好きなものを「好き」と公言するのは難しい。

好きだと言って、そこから会話を続けるのが非常に難しい。

そもそも相手がそれを知らない、または興味が微塵も無い場合もあるし、場合によっては相手の嫌悪するものだったりする。

今までの人生、ほとんどと言っていいほど上記のどれかの反応をされているので、「何が好き?」と聞かれた時は無難な回答をするようにしている。

「動物何が好き?」「犬か猫」みたいな。

そして相手に同じことを聞き返す。そこから会話を広げる。

自分発信で会話が続かないのは、上手いプレゼン能力が無いからだと理解はしているが、相手が気持ちを一瞬後退させるような目はなかなか心に来るものがある。

 

同じような嗜好かもしれない人間に出会った時、自分もそうであるとどうにかアピールできないか、と考える。

これもなかなか難しい。踏み込みを間違えると、これもまた引かれてしまうからだ。

隠れキリシタンが同志を見つけるために地面に線を引いたように、本人らには分かりやすく、他の人間には伝わりづらい合図でもあればいいのに、と思う。

 

先日、映画の話をしていてそのような状況に陥ったのだが、こういった場合はどうすればいいのか。

好きな映画のDVDのジャケットをチラ見せする……のは仕事中だし嵩張るし、他の人間も訝しむだろう。

扉の隙間から顔を出して「ヒアーズジョニー!」って言えばいいのか。これなら良さそうだ。

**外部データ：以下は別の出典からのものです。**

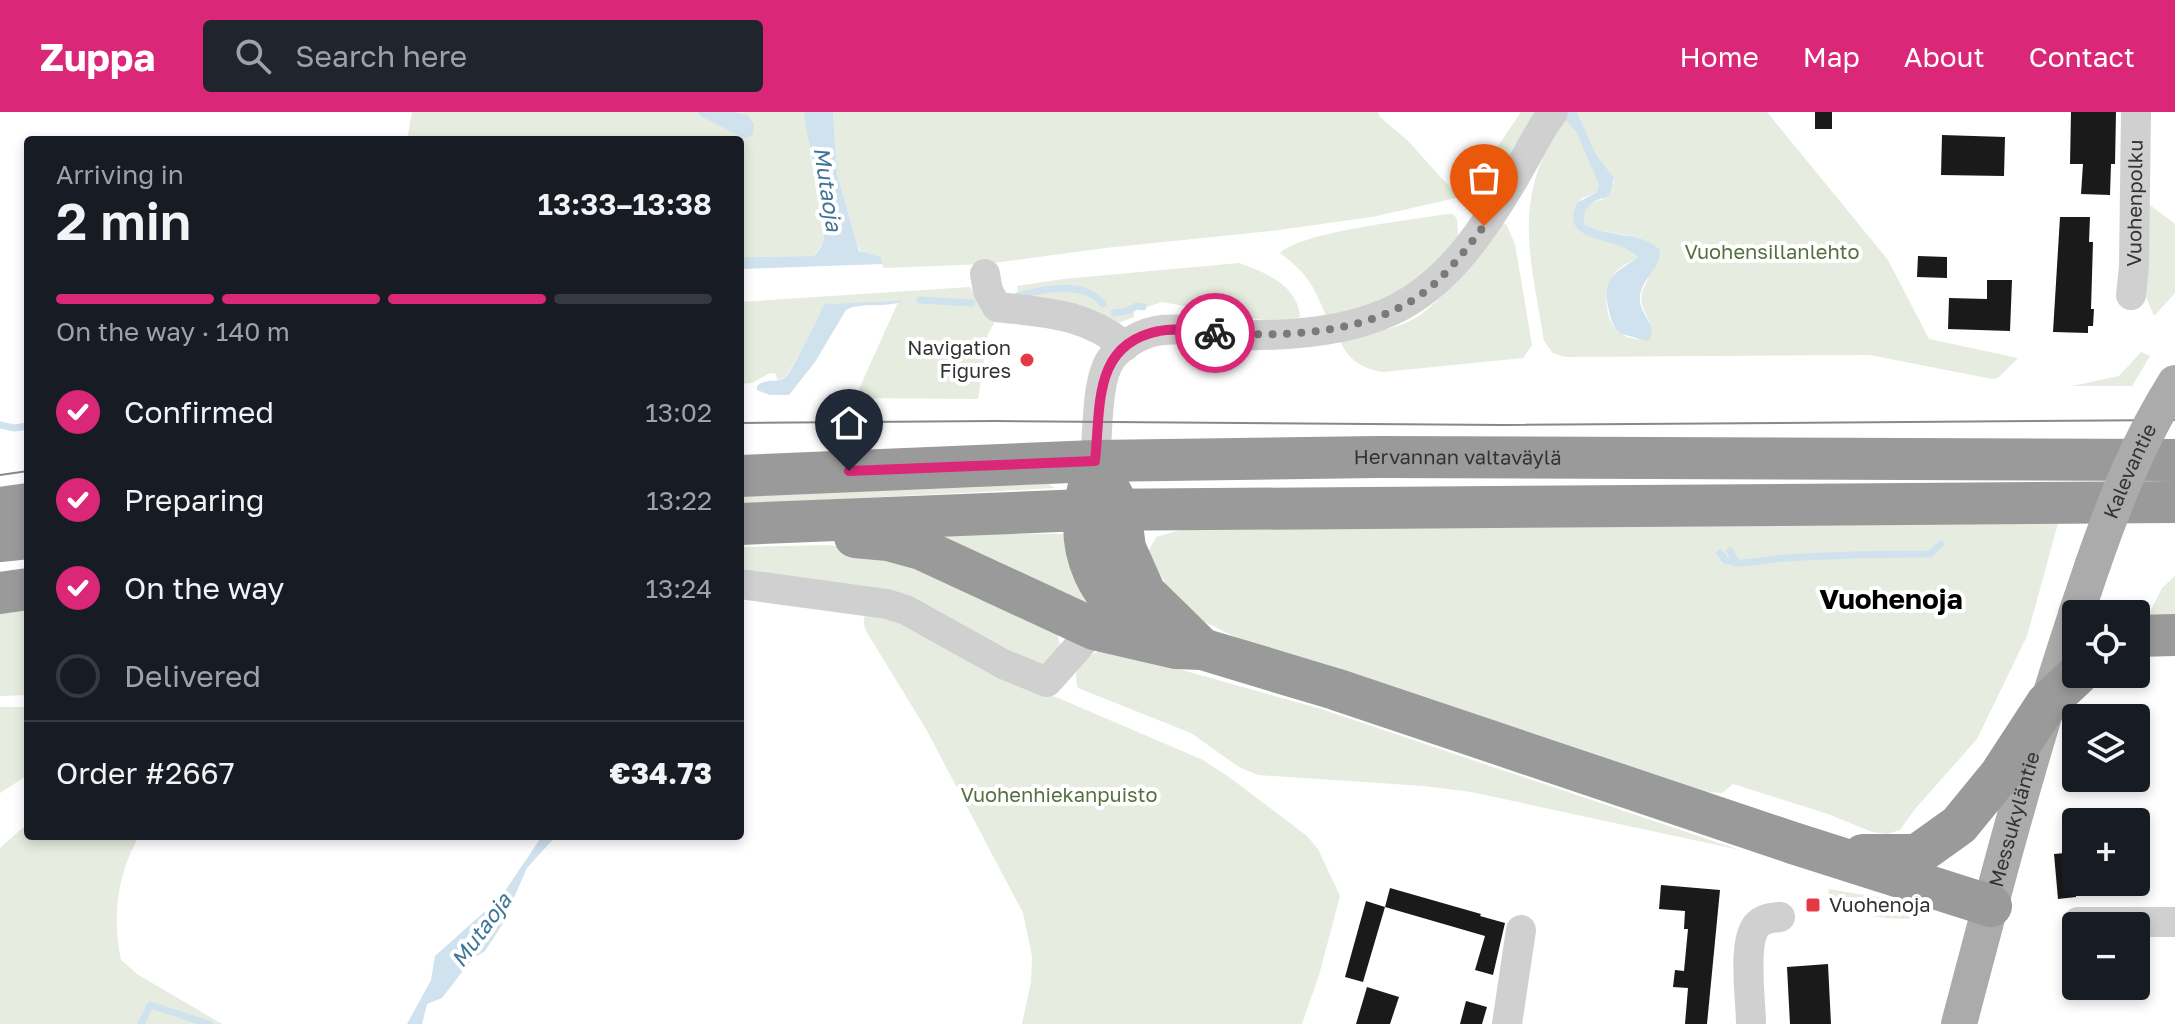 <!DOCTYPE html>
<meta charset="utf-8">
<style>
body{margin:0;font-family:"Golos Text",sans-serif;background:#20242c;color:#f1f3f6;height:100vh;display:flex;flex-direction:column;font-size:30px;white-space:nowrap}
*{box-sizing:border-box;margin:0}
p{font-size:26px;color:#9ea1a6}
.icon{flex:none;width:44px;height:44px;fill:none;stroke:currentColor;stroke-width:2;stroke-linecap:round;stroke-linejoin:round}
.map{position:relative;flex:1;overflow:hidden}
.sheet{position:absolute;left:24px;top:24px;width:720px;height:704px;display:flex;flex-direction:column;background:#171b24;border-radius:8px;box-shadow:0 4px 12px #0003}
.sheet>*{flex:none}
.buttons{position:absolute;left:2062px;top:488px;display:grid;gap:16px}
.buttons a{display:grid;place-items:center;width:88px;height:88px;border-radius:8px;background:#171b24;box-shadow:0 4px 12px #0003;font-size:40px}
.pin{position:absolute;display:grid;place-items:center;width:68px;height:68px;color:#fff;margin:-82px -34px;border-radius:50% 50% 50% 0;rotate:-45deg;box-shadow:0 0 8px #0007}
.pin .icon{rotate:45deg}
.courier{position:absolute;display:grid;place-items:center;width:80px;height:80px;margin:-40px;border:6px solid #db2777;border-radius:50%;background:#fff;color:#222;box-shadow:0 2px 10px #0007}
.overview em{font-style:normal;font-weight:600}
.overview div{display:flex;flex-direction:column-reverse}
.overview{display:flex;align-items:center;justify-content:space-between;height:136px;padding:0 32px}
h1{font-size:52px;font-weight:600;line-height:60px}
.bar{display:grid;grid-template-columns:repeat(4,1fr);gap:12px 8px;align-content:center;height:96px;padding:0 32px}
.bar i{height:10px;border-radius:6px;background:#363941}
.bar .active{background:#db2777}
.bar p{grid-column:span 4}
.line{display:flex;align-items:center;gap:20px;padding:0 32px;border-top:2px solid #363941}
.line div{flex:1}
ol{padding:0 32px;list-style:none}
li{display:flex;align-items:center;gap:24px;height:88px}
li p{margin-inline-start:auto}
li .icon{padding:8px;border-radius:50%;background:#db2777;color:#fff;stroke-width:4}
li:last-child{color:#9ea1a6}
li i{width:44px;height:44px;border:4px solid #363941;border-radius:50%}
header{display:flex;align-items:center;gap:48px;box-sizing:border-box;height:112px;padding:0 40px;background:#db2777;color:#fff}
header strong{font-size:38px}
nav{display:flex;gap:44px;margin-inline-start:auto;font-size:28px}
.search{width:560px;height:72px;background:#20242c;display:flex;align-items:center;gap:20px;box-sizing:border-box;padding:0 28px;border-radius:8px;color:#9ea1a6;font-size:30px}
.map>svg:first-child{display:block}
</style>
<header>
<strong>Zuppa</strong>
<div class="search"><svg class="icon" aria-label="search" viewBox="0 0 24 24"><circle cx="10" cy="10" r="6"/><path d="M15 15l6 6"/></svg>Search here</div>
<nav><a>Home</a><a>Map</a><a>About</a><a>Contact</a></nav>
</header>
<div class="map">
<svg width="2175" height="912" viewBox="0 0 2175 912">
<rect width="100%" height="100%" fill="#fff"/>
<g fill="#e6ecdf">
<polygon points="412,0 698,0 700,4 746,26 742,1 735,0 804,0 824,124 822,133 813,144 740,145 740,28 407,28"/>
<path d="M833,0h545l2,5 28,24 48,53v4l-84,19 -101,14 -166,17 -119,16 -102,4 -6,-12c-10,-1 -17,-1 -21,-11l-20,-72z"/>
<polygon points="1521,0 1538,0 1493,73 1482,74 1477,70 1480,61"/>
<path d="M1577,0h190l121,148 41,79 89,19 -20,20 -6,1 -122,-24 -305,2 -12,-4 -9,-12c-15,-93 -32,-139 20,-225l12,16 23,53 -2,7 -16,7 -7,22c15,27 48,14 64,37 -7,4 -16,7 -22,14 -13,14 -13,47 3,60 5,5 12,6 18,7l13,-17c-10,-18 -12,-25 -2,-43 5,-9 7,-22 10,-32l-31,-12 -33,-5 -10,-6 1,-13 9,-10 8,-1 12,-18v-4l-18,-24z"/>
<polygon points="2146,90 2175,112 2175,181 2154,204 2145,182"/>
<path d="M1446,102h7l4,5 1,16 -22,30 -52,38 -57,15c-14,-33 -18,-43 -47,-65 25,-22 128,-32 166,-39z"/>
<path d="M1500,111l6,1 9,20 17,101 -9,13 -140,14c-21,-3 -38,-14 -44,-35 25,-4 56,-6 78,-20 32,-21 59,-65 83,-94z"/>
<path d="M1239,151c25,9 59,22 61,54l-20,6 -118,-21 -18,6 -10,-4v13l-24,9 -91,-25 -2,-15 46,-7z"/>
<polygon points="970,175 983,199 997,206 988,222 978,287 855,286 898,190 824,192 819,208 785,266 777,268 776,262 770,261 752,271 740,272 740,190"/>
<polygon points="2141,240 2150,244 2132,274 2072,274 2119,264"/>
<polygon points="1043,369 1055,376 740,392 740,379"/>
<polygon points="2059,408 2027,524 1977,627 1915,697 1900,718 1887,722 1872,720 1828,702 1733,672 1722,681 1685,678 1241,528 1183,499 1147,442 1156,425 1180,418"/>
<polygon points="910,421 1074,422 1094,508"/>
<polygon points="829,433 897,445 1057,520 1060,533 1046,554 1029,552 890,480 740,464 740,435"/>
<polygon points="2175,464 2175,507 2148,504 2162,476"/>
<path d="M872,496l123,63 208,89 26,17 78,59 11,13 22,47 -21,79 -17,49h-280l9,-42 1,-26 -9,-43 -97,-184 -60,-98c-4,-11 -3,-15 6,-23z"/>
<polygon points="28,498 28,583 0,584 0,502"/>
<path d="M1104,536l217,61 419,141 -269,-58 -47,-6 -166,-11 -19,-8 -48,-34 -113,-45c-7,-25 7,-29 26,-40z"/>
<polygon points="0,595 28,595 28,663 0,681"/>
<path d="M28,711v13h111c-22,38 -27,82 -18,124l16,14 85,50h-222v-176z"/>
<path d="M1829,777l53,9 39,14 -3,6c-34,3 -60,-4 -91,-15z"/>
</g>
<g fill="#cfe2ee">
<polygon points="698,0 735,0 748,3 754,12 753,23 746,26 740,24 700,4"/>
<path d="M804,0h29l4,61 20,72 2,6 22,6 1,7 -142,5v-12l73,-1c7,-6 11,-12 11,-22 0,-40 -16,-82 -20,-122z"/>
<path d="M1559,0h18l19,42 18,24 -5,18 -15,5 -9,10 -1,13c22,14 55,6 76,26 1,19 -20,30 -20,48 -1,17 18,25 9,43l-28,-7c-8,-7 -10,-14 -12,-23 -8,-32 6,-39 29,-53 -16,-23 -81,-12 -61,-55l20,-11 2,-7 -23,-53z"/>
<path d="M903,189c-18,8 -40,0 -57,9l-31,52 -26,33h-19l-13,-5v-4c11,-9 21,-2 29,-9 4,-3 36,-66 38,-73z"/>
<polygon points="542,724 556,724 527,756 502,813 485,839 472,847 442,886 427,892 422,912 407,912 431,868 435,844 501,785"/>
</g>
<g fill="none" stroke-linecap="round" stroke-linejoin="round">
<g stroke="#cfe2ee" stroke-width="7">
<path d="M1017,184c27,-7 66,-16 86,8"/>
<polyline points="920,188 972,191"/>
<polyline points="1114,201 1127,199 1137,194 1143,195"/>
<polyline points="0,313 14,316 28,314"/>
<path d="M1730,439l7,12c16,0 33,-4 49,-5 49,-3 96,-4 144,-4l11,-10"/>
<polyline points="1720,441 1725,448 1737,451"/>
<polyline points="141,912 150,893 209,912"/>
</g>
</g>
<g fill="#1a1a1a">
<rect x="1815" y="0" width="17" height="17"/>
<polygon points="2071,0 2116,0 2115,52 2111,52 2110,83 2081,82 2083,52 2070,52"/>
<polygon points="1942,23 2005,25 2004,64 1941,63"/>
<polygon points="2060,105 2090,105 2089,130 2093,130 2091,197 2094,197 2093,214 2088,214 2088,221 2053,220"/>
<polygon points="1918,144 1947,145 1947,166 1917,165"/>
<polygon points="1987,168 2012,168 2010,219 1948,217 1949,186 1987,187"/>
<polygon points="2076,740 2076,785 2058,787 2054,742"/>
<polygon points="1661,773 1720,778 1707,912 1685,912 1688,876 1673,875 1675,858 1684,859 1688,817 1684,817 1685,799 1659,797"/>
<polygon points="1390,776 1481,802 1480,804 1505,811 1493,863 1475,858 1485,824 1385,795"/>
<polygon points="1366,789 1385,795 1363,870 1345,865"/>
<polygon points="1828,852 1831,912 1790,912 1787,855"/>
<polygon points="1367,875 1399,885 1390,912 1356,912"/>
<polygon points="1466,889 1487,895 1482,912 1460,912"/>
</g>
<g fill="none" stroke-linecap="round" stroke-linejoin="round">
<g stroke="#d0d0d0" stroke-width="30">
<path d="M985,162l3,17 9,16c51,6 87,6 128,39"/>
<path id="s1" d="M2131,183l3,-29 2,-154"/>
<path d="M1095,349c3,-27 1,-81 16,-102 11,-15 32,-27 51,-29 26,-3 54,4 79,5 48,1 105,-3 150,-24 54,-25 89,-76 119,-126 15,-24 26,-50 43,-73"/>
<polyline points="740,472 887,492 906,498 1003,552 1047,570 1094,517"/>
<polyline points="2078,810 2175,810"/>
<polyline points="1507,912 1521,818"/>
<path d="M1751,912c0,-23 -9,-82 6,-99 7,-7 14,-7 23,-8"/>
</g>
<g stroke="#ababab" stroke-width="36">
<polyline points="2076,502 2093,452"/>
<path id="s2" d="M1959,912c36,-137 72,-274 117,-409"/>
</g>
<g stroke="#9a9a9a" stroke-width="42">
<path id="s3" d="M740,364l355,-15 283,-4 797,3"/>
<path d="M1089,373c-17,71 10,112 63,156"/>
<polyline points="1108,375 1120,398 1125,436 1145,481 1202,537"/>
<polyline points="0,396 28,392"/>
<polyline points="740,412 1083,398 2175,390"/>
<polyline points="855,425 888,428 921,437 1094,517 1176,536 1202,537 1335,577 1793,731 1991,794"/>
<polyline points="0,429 28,426"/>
<polyline points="0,481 28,477"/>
<polyline points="2136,524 2175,523"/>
<polyline points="1863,743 1917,743 1959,713 2000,663 2047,591 2078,562"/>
</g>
<g stroke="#888" stroke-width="2">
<polyline points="740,311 995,309 1502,313 2175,308"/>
<polyline points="0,363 28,359"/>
</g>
<path stroke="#ababab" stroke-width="36" id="s4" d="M2093,452c22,-63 46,-124 82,-181"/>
</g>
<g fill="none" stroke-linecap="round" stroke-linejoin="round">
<path stroke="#7a7a7a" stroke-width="8" stroke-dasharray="0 14.4" d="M1215,221c71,4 160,2 217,-47 20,-18 36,-39 52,-60"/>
<path stroke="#db2777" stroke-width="10" d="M849,359l246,-10c6,-54 -3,-117 64,-130 17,-4 39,1 56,2"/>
</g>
<g fill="#e63946" stroke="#fff" stroke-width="3">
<circle cx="1027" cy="248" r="8"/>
<rect x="1805" y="785" width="16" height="16" rx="4"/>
</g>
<g text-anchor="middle" stroke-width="8" stroke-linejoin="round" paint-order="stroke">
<g font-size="20" fill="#333" stroke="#fff">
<text dy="7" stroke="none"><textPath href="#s1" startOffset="92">Vuohenpolku</textPath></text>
<text dy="7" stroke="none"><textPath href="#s3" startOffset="718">Hervannan valtaväylä</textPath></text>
<text dy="7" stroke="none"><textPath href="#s4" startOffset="100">Kalevantie</textPath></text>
<text dy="7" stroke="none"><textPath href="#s2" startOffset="212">Messukyläntie</textPath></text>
</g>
<g font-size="20" fill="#56703f" stroke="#fff">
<text x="1772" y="147">Vuohensillanlehto</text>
<text x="1059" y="690">Vuohenhiekanpuisto</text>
</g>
<g font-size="20" fill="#333" stroke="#fff" text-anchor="end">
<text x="1011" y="243">Navigation<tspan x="1011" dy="23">Figures</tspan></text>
<text x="1829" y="800" text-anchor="start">Vuohenoja</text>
</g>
<g font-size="22" font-style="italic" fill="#3f7597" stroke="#fff">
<text transform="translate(828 77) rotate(81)" y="8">Mutaoja</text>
<text transform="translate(481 818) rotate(-54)" y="8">Mutaoja</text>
</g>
<g font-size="28" font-weight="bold" fill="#000" stroke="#fff">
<text x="1891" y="497">Vuohenoja</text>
</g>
</g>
</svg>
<div class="buttons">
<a><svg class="icon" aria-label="locate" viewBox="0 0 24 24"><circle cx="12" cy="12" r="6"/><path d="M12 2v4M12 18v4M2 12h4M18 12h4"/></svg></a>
<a><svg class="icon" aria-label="layers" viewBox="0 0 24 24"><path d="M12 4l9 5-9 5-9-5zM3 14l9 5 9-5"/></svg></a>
<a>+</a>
<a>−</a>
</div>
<div class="pin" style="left:1484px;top:114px;background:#ea580c"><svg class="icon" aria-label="bag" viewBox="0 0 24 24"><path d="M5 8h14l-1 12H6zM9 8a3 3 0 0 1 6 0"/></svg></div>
<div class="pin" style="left:849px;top:359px;background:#1f2937"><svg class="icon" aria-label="home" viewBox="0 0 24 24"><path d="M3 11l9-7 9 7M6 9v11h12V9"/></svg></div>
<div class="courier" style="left:1215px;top:221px"><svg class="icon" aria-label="bike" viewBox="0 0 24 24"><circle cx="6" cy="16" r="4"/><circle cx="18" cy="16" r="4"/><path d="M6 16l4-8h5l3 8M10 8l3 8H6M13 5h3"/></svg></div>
<section class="sheet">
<div class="overview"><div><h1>2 min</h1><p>Arriving in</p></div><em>13:33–13:38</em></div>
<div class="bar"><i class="active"></i><i class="active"></i><i class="active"></i><i></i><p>On the way · 140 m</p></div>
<ol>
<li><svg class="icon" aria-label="check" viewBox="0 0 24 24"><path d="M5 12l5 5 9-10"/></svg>Confirmed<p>13:02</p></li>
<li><svg class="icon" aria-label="check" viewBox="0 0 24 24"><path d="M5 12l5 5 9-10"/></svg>Preparing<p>13:22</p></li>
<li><svg class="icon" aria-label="check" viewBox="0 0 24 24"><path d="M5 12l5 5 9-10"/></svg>On the way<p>13:24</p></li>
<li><i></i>Delivered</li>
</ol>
<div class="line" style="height:104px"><div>Order #2667</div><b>€34.73</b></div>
</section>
</div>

ただこれはあまりにも有名なので、映画を見ていなくても知っている可能性がある。

白い手袋をつけて、「卵を貸してください」と言うのはどうだろうか。

これだけのために手袋をいきなり取り出したら驚かれるので却下だ。

天気が悪い日に「霧の中に何かがいる……!」と言ってみる。行けそうなら「神の裁きだ……」とかも加えて。

これはなかなか良さそうだ。他の人は冗談だと思うだろうし、わかる人にはわかる。

 

まあこういうことをいくら考えても、使いどころなんてほとんど来ないだろうけど。そもそも雑談をあまりしないので。

そうこうしているとまた新たな質問が来て、その時もきっと無難な答えを返すのだろう。

「好きな食べ物は?」「甘いもの」みたいな感じで。